/---

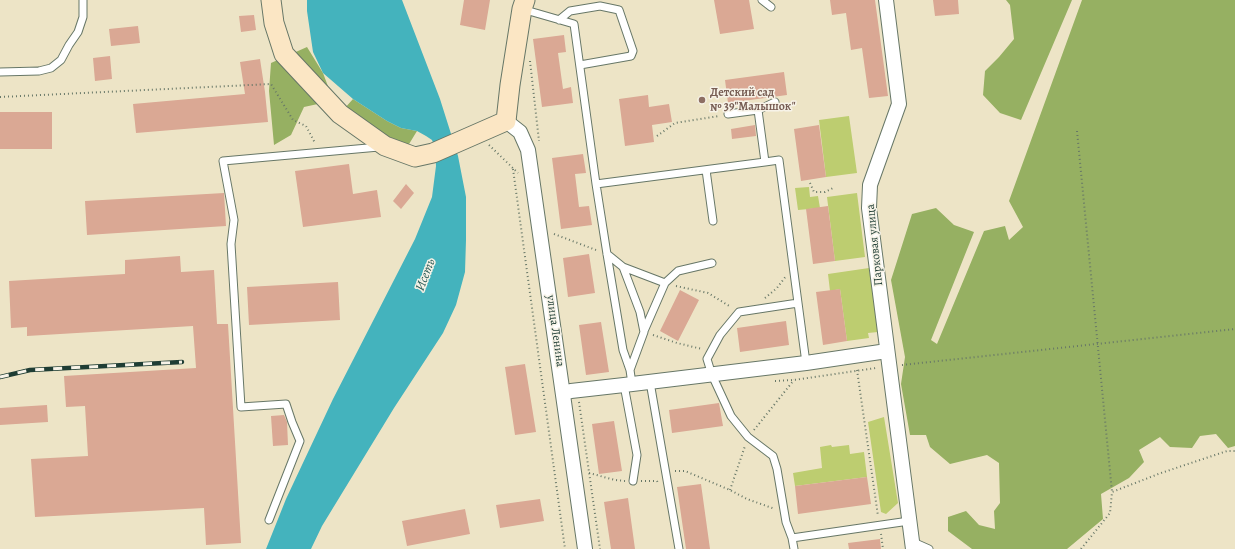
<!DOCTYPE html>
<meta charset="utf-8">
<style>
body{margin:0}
canvas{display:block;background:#ede4c6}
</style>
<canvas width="1235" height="549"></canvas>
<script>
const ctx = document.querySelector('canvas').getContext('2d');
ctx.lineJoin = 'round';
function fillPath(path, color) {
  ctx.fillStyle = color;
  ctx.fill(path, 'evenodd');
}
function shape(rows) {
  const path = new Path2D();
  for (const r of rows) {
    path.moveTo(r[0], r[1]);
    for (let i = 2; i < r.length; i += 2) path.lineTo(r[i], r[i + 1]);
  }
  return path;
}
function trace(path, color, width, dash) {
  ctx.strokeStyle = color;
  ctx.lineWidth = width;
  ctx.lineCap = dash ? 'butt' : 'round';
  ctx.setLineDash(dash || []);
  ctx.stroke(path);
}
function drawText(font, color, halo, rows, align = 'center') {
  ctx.font = font + ' Alegreya,serif';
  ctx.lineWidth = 3;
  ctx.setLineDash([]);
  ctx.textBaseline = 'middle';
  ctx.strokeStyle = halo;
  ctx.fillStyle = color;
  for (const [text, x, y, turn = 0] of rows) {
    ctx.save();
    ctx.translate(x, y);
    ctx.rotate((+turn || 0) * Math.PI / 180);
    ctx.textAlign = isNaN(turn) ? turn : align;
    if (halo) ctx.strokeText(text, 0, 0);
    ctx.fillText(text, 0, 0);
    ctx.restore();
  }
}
fillPath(shape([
 [849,116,857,173,826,177,819,120],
 [809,187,810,197,818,196,820,208,798,210,795,188],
 [857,193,865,257,835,261,827,197],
 [869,268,878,332,868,333,869,338,847,341,840,289,830,291,828,274],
 [884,417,898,503,886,514,881,512,868,422],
 [831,445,832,447,849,445,850,454,864,452,867,477,795,486,793,473,822,468,820,447]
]), '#bdcd70');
fillPath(shape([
 [1006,0,1072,0,1021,120,1000,113,983,95,985,71,999,57,1014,39,1010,5],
 [1082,0,1235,0,1235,446,1228,448,1216,434,1200,436,1192,448,1170,447,1160,437,1139,450,1144,462,1129,478,1101,494,1103,519,1067,549,972,549,948,531,948,517,966,511,979,525,995,529,994,511,1000,503,999,463,987,455,950,464,930,447,926,435,910,435,901,384,905,357,891,280,912,214,936,208,954,225,974,232,931,340,937,344,984,231,1005,226,1009,240,1023,227,1009,201],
 [307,47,323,73,329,89,327,102,304,107,291,135,274,145,269,91,271,63],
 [353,99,387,121,401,128,417,131,406,149,344,109]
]), '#96b062');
fillPath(shape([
 [307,0,402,0,440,99,458,156,466,197,466,240,465,272,456,305,443,333,394,408,322,526,311,549,266,549,286,499,333,399,415,239,432,197,436,166,435,148,432,140,426,136,417,131,401,128,387,121,353,99,323,73,313,52,307,11]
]), '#44b3bd');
fillPath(shape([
 [464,0,490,0,485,30,460,25],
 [714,0,749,0,754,29,720,34],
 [830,0,875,0,888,96,869,98,862,48,851,50,846,13,832,15],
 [933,0,958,0,959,14,935,16],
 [254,15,256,30,241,32,239,16],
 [138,26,140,43,111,46,109,29],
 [564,35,566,52,558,53,563,89,571,87,573,103,542,107,533,39],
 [110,56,112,79,95,81,93,58],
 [260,59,265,92,268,122,136,133,133,104,245,94,240,62],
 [784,72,787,95,728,103,725,80],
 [648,95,649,107,669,104,672,122,652,125,654,142,625,146,619,99],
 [0,112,52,112,52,149,0,149],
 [755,125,756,136,732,139,731,129],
 [819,125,826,177,801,181,794,129],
 [583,154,586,173,575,174,579,207,589,206,592,225,561,229,552,158],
 [349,164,353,194,377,190,381,217,303,227,295,171],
 [406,184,414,193,401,209,393,201],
 [224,193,226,226,87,235,85,201],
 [828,206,835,261,813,264,806,209],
 [589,254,595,293,568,297,563,258],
 [180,256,181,272,214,270,217,324,228,324,241,543,206,545,204,508,35,517,31,459,88,456,85,406,66,407,64,376,196,368,193,326,27,336,27,327,11,328,9,281,125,274,125,260],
 [338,282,340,320,249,325,247,287],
 [840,289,847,341,823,345,816,292],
 [680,290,699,300,678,341,660,331],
 [786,321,789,345,740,352,737,328],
 [601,322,609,372,586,375,579,325],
 [525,364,536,432,515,435,505,367],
 [719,403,723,426,672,433,669,410],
 [47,405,48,422,0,425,0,408],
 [284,415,287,422,288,445,273,446,271,416],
 [614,421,622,471,599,474,592,424],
 [867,477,871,504,798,514,795,486],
 [701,484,710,549,686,549,677,487],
 [628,498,635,549,611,549,604,502],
 [540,499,544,521,500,528,496,505],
 [465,509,470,534,407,546,402,521],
 [880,539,881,549,849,549,848,543]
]), '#daa894');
const lane = shape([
 [762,0,771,7],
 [522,9,574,24,596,184,607,254,623,350,630,370,632,384],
 [559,20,570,11,600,6,619,10,633,51,631,56,580,65],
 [0,72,39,71,51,68,61,60,69,45,78,32,83,17,83,0],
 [758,110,775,102],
 [728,114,758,110,765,162,779,160,806,363],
 [706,170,713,221],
 [596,184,765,162],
 [607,254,623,267,665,283],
 [623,267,640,312,644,332,630,370],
 [644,331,665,283,678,271,712,263],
 [650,382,679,549],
 [624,385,637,455,633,481],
 [269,520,300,441,292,422,286,404,241,407,231,244,234,220,223,161,379,147],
 [792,538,786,522,777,469,773,456,748,437,731,416,712,375,707,359,720,335,739,312,798,303],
 [911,541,929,549],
 [794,549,792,538,909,521]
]);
const street = shape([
 [886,0,899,104,870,185,869,208,913,549],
 [506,121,520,132,528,150,585,549],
 [564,393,571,391,624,385,806,363,887,351]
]);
const secondary = shape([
 [271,0,274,23,284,54,340,114,385,146,415,157,433,153,506,121,510,85,522,9,525,0]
]);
trace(lane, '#677767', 9);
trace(street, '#677767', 16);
trace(secondary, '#677767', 21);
trace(shape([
 [530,61,539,141],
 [0,97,271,84,293,120,306,126,315,143],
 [1077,131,1112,492],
 [657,136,675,123,719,116],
 [489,145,518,173],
 [513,169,565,549],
 [810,183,814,192,825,192,833,188],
 [554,234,596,250],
 [676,286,708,293,731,307],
 [765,298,777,288,786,276],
 [653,335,677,343,702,349],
 [902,365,1235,329],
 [857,370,878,516],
 [775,381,794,380,876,368],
 [579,402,600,549],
 [754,430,794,380],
 [675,471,685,471,730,490,747,499,775,509],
 [589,473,615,480,625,481],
 [641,481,657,481,658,483],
 [730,490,745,446],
 [881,534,883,549],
 [1081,549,1110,513,1112,492,1161,473,1227,451,1235,451]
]), '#677767', 2, [1, 3]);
trace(lane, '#fff', 7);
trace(street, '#fff', 14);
trace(secondary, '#fbe6c4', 19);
const rail = shape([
 [0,377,30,370,182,362]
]);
trace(rail, '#1f3d34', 4.5);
trace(rail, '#f7f3e8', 3, [9]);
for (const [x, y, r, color] of [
 [702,100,4,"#8d6e63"]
]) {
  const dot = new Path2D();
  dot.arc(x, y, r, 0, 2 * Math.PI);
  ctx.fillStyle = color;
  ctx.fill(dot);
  trace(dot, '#f7f3e8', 1.5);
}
drawText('bold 12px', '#785e54', '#f7f3e8', [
 ["Детский сад",710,93],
 ["№ 39\"Малышок\"",710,107]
], 'left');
drawText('12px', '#1f3d34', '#f7f3e8', [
 ["Парковая улица",875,245,-96],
 ["улица Ленина",555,331,82]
]);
drawText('italic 13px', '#285a56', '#f7f3e8', [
 ["Исеть",426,275,-69]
]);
</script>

\---

## WORK INSTRUCTION
Go through the material and copy every line in which the word "font" occurs.

## WRITTEN RESPONSE
function drawText(font, color, halo, rows, align = 'center') {
  ctx.font = font + ' Alegreya,serif';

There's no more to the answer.